A model for critical thinking within the context of curriculum as praxis

Paul-Elder Critical Thinking Framework Critical thinking is that mode of thinking — about any subject, content, or problem — in which the thinker improves the quality of his or her thinking by skillfully taking charge of the structures inherent in thinking and imposing intellectual standards upon them. Paul and Elder,

A model for critical thinking within the context of curriculum as praxis

Exploring theory and practice Curriculum theory and practice. The organization of schooling and further education has long been associated with the idea of a curriculum. But what actually is curriculum, and how might it be conceptualized? We explore curriculum theory and practice and its relation to informal education.

A model for critical thinking within the context of curriculum as praxis

It was, literally, a course. In Latin curriculum was a racing chariot; currere was to run. A useful starting point for us here might be the definition offered by John Kerr and taken up by Vic Kelly in a standard work on the subject.

This gives us some basis to move on — and for the moment all we need to do is highlight two of the key features: Learning is planned and guided. We have to specify in advance what we are seeking to achieve and how we are to go about it.
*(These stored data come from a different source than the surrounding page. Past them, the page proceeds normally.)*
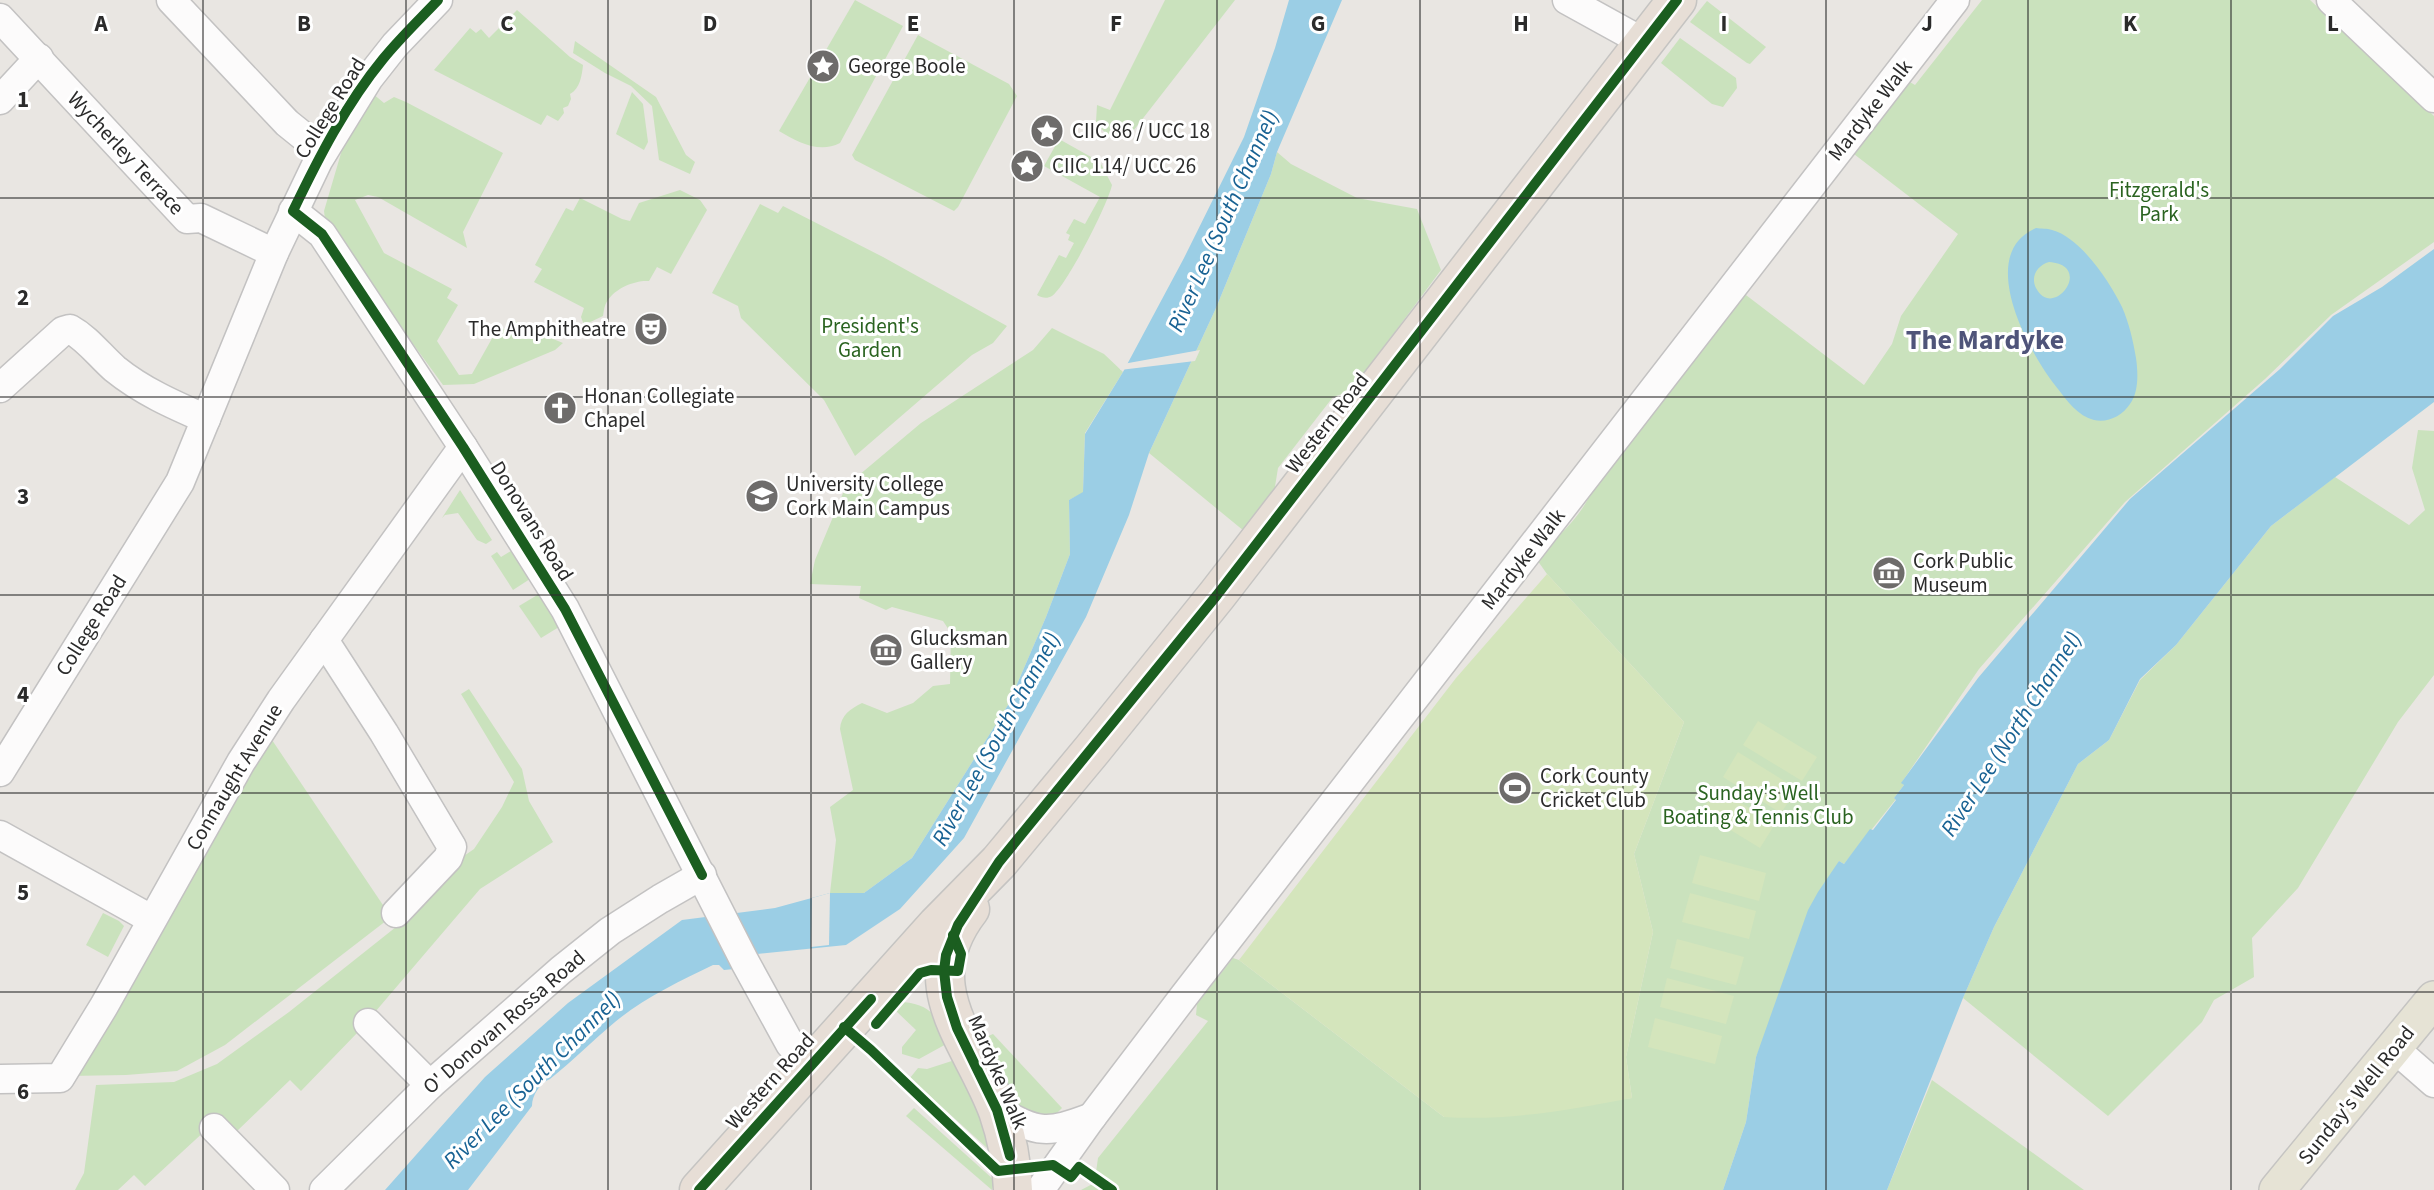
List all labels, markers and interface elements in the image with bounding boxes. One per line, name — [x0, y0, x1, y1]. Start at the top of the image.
text: A — [93, 7, 108, 40]
text: B — [297, 7, 311, 40]
text: C — [500, 7, 514, 40]
text: D — [703, 7, 717, 40]
text: E — [907, 7, 919, 40]
text: F — [1110, 7, 1122, 40]
text: G — [1311, 7, 1325, 40]
text: H — [1513, 7, 1529, 40]
text: I — [1721, 7, 1727, 40]
text: J — [1921, 7, 1933, 40]
text: K — [2123, 7, 2138, 40]
text: L — [2327, 7, 2339, 40]
place icon: George Boole — [804, 47, 842, 85]
place label: George Boole — [848, 51, 966, 81]
street label: College Road — [287, 52, 373, 164]
street label: Mardyke Walk — [1821, 52, 1920, 167]
text: 1 — [17, 83, 29, 116]
street label: Wycherley Terrace — [61, 85, 191, 221]
water label: River Lee (South Channel) — [1159, 105, 1287, 337]
place icon: CIIC 86 / UCC 18 — [1028, 112, 1066, 150]
place label: CIIC 86 / UCC 18 — [1072, 116, 1210, 146]
place icon: CIIC 114/ UCC 26 — [1008, 147, 1046, 185]
place label: CIIC 114/ UCC 26 — [1052, 151, 1196, 181]
park label: Fitzgerald's Park — [2109, 175, 2209, 229]
text: 2 — [17, 281, 29, 314]
theatre icon: The Amphitheatre — [632, 310, 670, 348]
park label: President's Garden — [821, 311, 919, 365]
place label: The Amphitheatre — [468, 314, 626, 344]
district label: The Mardyke — [1906, 320, 2064, 360]
street label: Western Road — [1278, 366, 1376, 480]
place label: Honan Collegiate Chapel — [584, 381, 734, 435]
church icon: Honan Collegiate Chapel — [541, 389, 579, 427]
street label: Donovans Road — [483, 455, 581, 587]
place label: University College Cork Main Campus — [786, 469, 950, 523]
school or university icon: University College Cork Main Campus — [743, 477, 781, 515]
text: 3 — [17, 480, 29, 513]
street label: Mardyke Walk — [1474, 501, 1573, 616]
place label: Cork Public Museum — [1913, 546, 2014, 600]
museum icon: Cork Public Museum — [1870, 554, 1908, 592]
street label: College Road — [48, 569, 134, 681]
place label: Glucksman Gallery — [910, 623, 1008, 677]
water label: River Lee (North Channel) — [1932, 625, 2090, 843]
water label: River Lee (South Channel) — [923, 626, 1069, 852]
museum icon: Glucksman Gallery — [867, 631, 905, 669]
text: 4 — [17, 678, 29, 711]
street label: Connaught Avenue — [178, 698, 290, 856]
place label: Cork County Cricket Club — [1540, 761, 1649, 815]
sports icon: Cork County Cricket Club — [1496, 769, 1534, 807]
park label: Sunday's Well Boating & Tennis Club — [1662, 778, 1854, 832]
text: 5 — [17, 876, 29, 909]
street label: O' Donovan Rossa Road — [416, 943, 592, 1101]
water label: River Lee (South Channel) — [436, 984, 628, 1176]
street label: Mardyke Walk — [960, 1010, 1036, 1134]
street label: Sunday's Well Road — [2291, 1019, 2421, 1171]
street label: Western Road — [719, 1026, 821, 1136]
text: 6 — [17, 1075, 29, 1108]

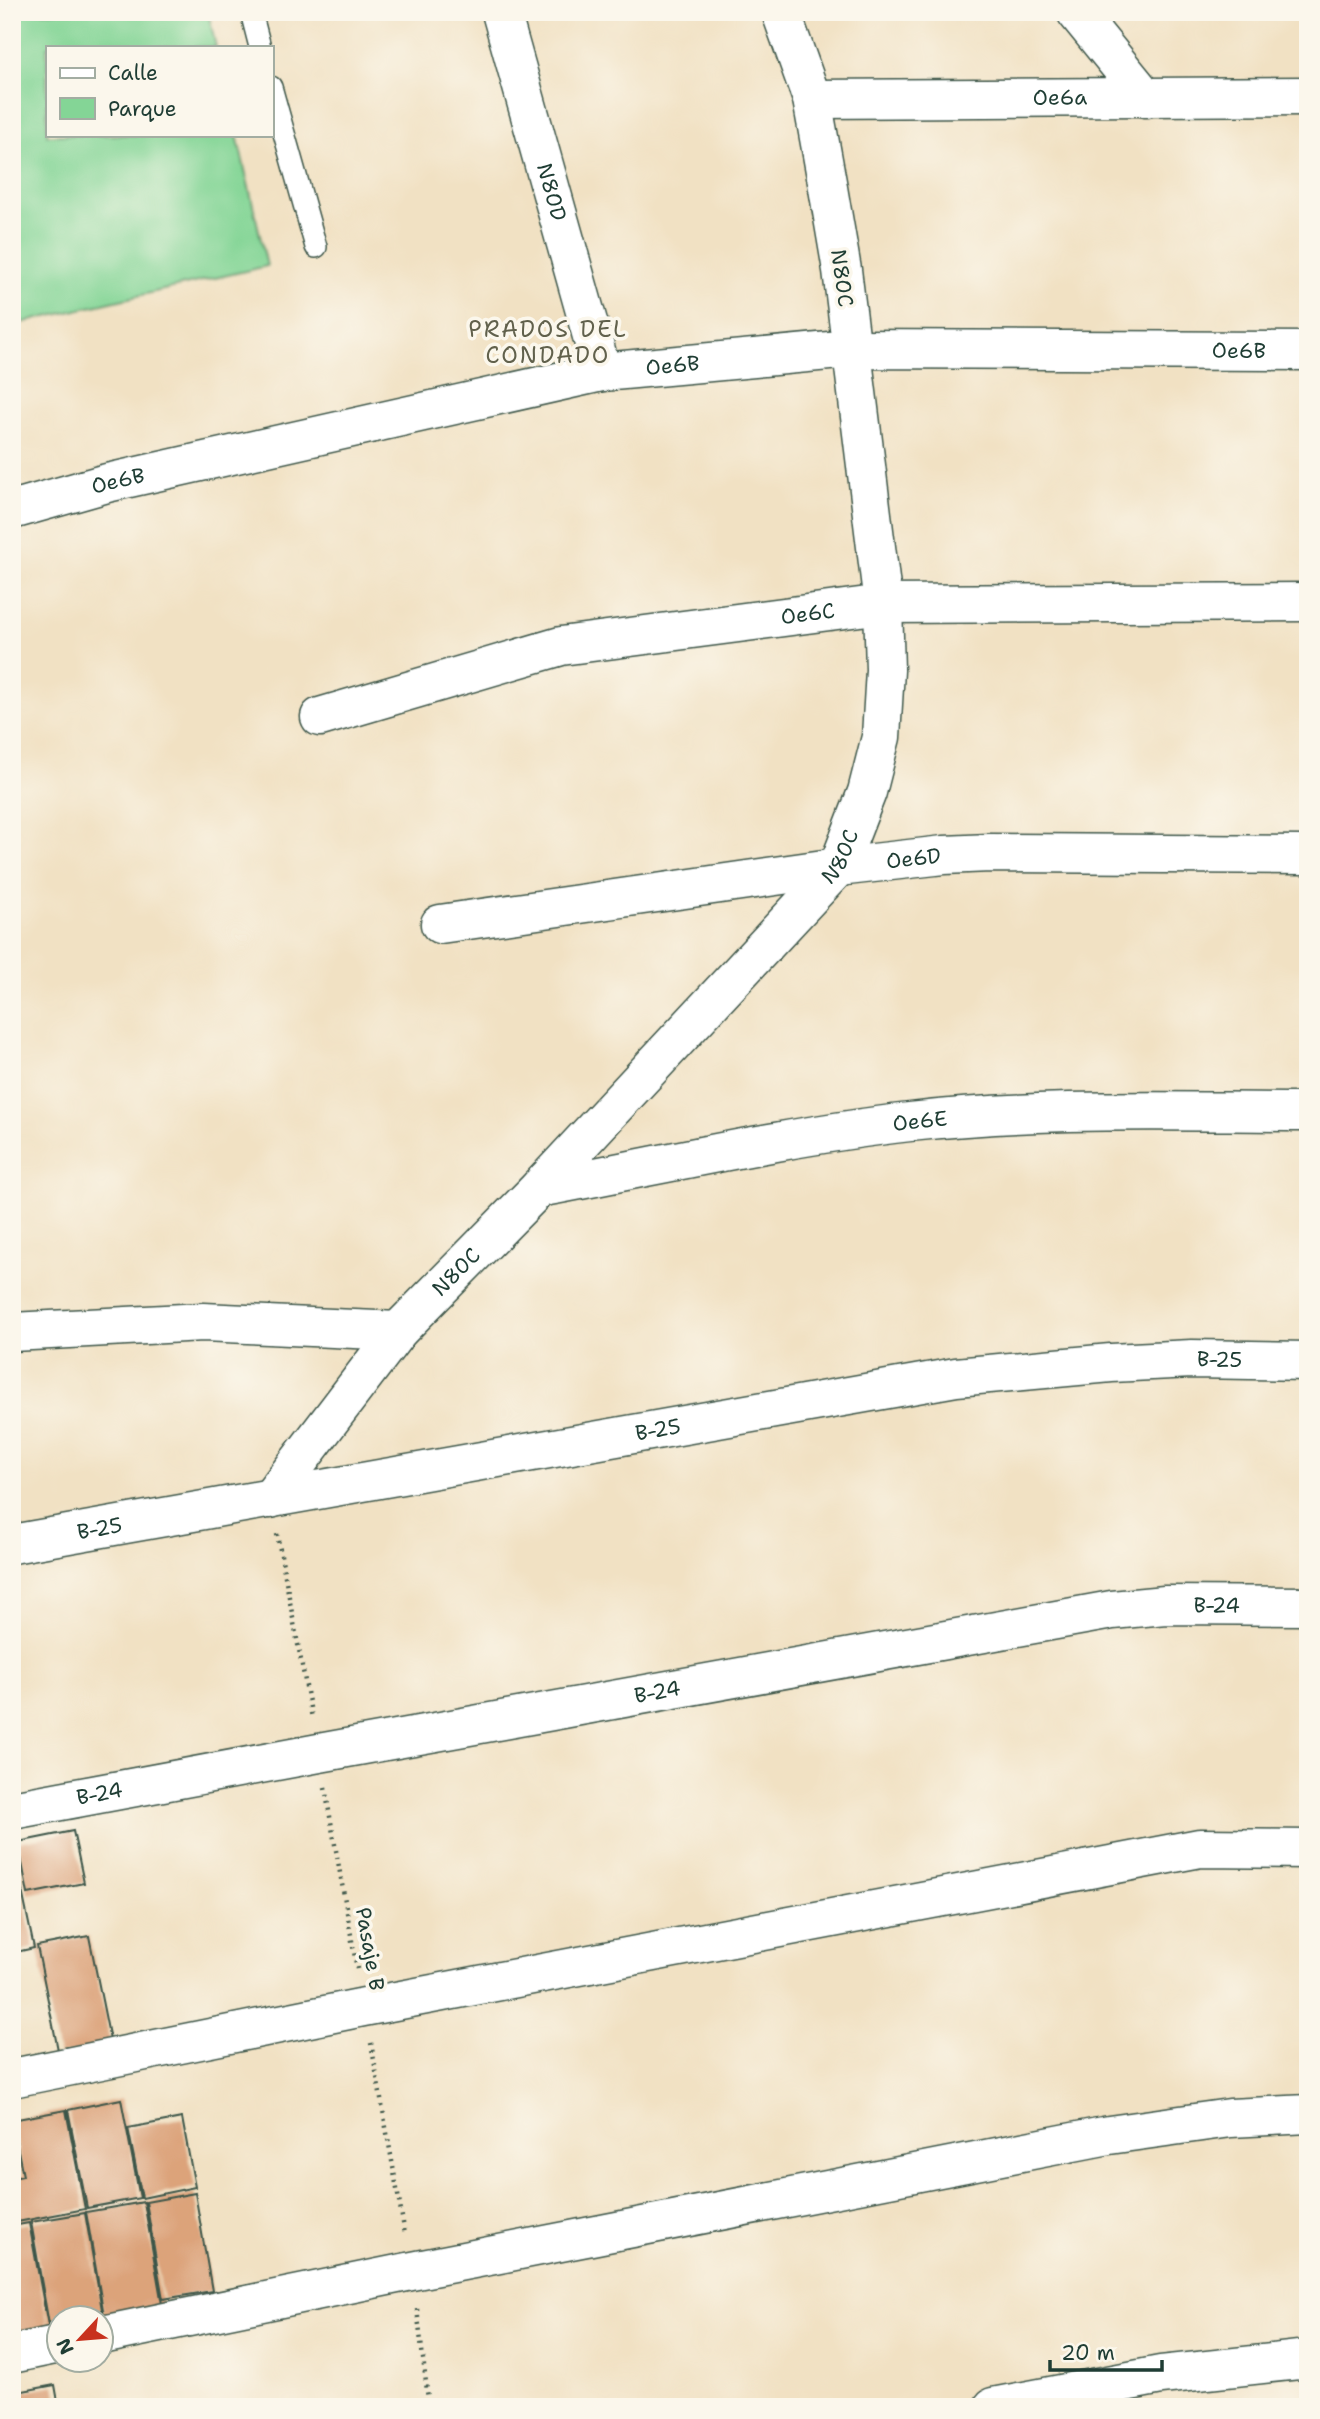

The definition refers to schooling. We should recognize that our current appreciation of curriculum theory and practice emerged in the school and in relation to other schooling ideas such as subject and lesson. In what follows we are going to look at four ways of approaching curriculum theory and practice: Curriculum as a body of knowledge to be transmitted.

Curriculum as an attempt to achieve certain ends in students — product. More this will be revealed as we examine the theory underpinning individual models. Curriculum as a syllabus to be transmitted Many people still equate a curriculum with a syllabus.

Syllabus, naturally, originates from the Greek although there was some confusion in its usage due to early misprints. Basically it means a concise statement or table of the heads of a discourse, the contents of a treatise, the subjects of a series of lectures.

What we can see in such documents is a series of headings with some additional notes which set out the areas that may be examined. A syllabus will not generally indicate the relative importance of its topics or the order in which they are to be studied.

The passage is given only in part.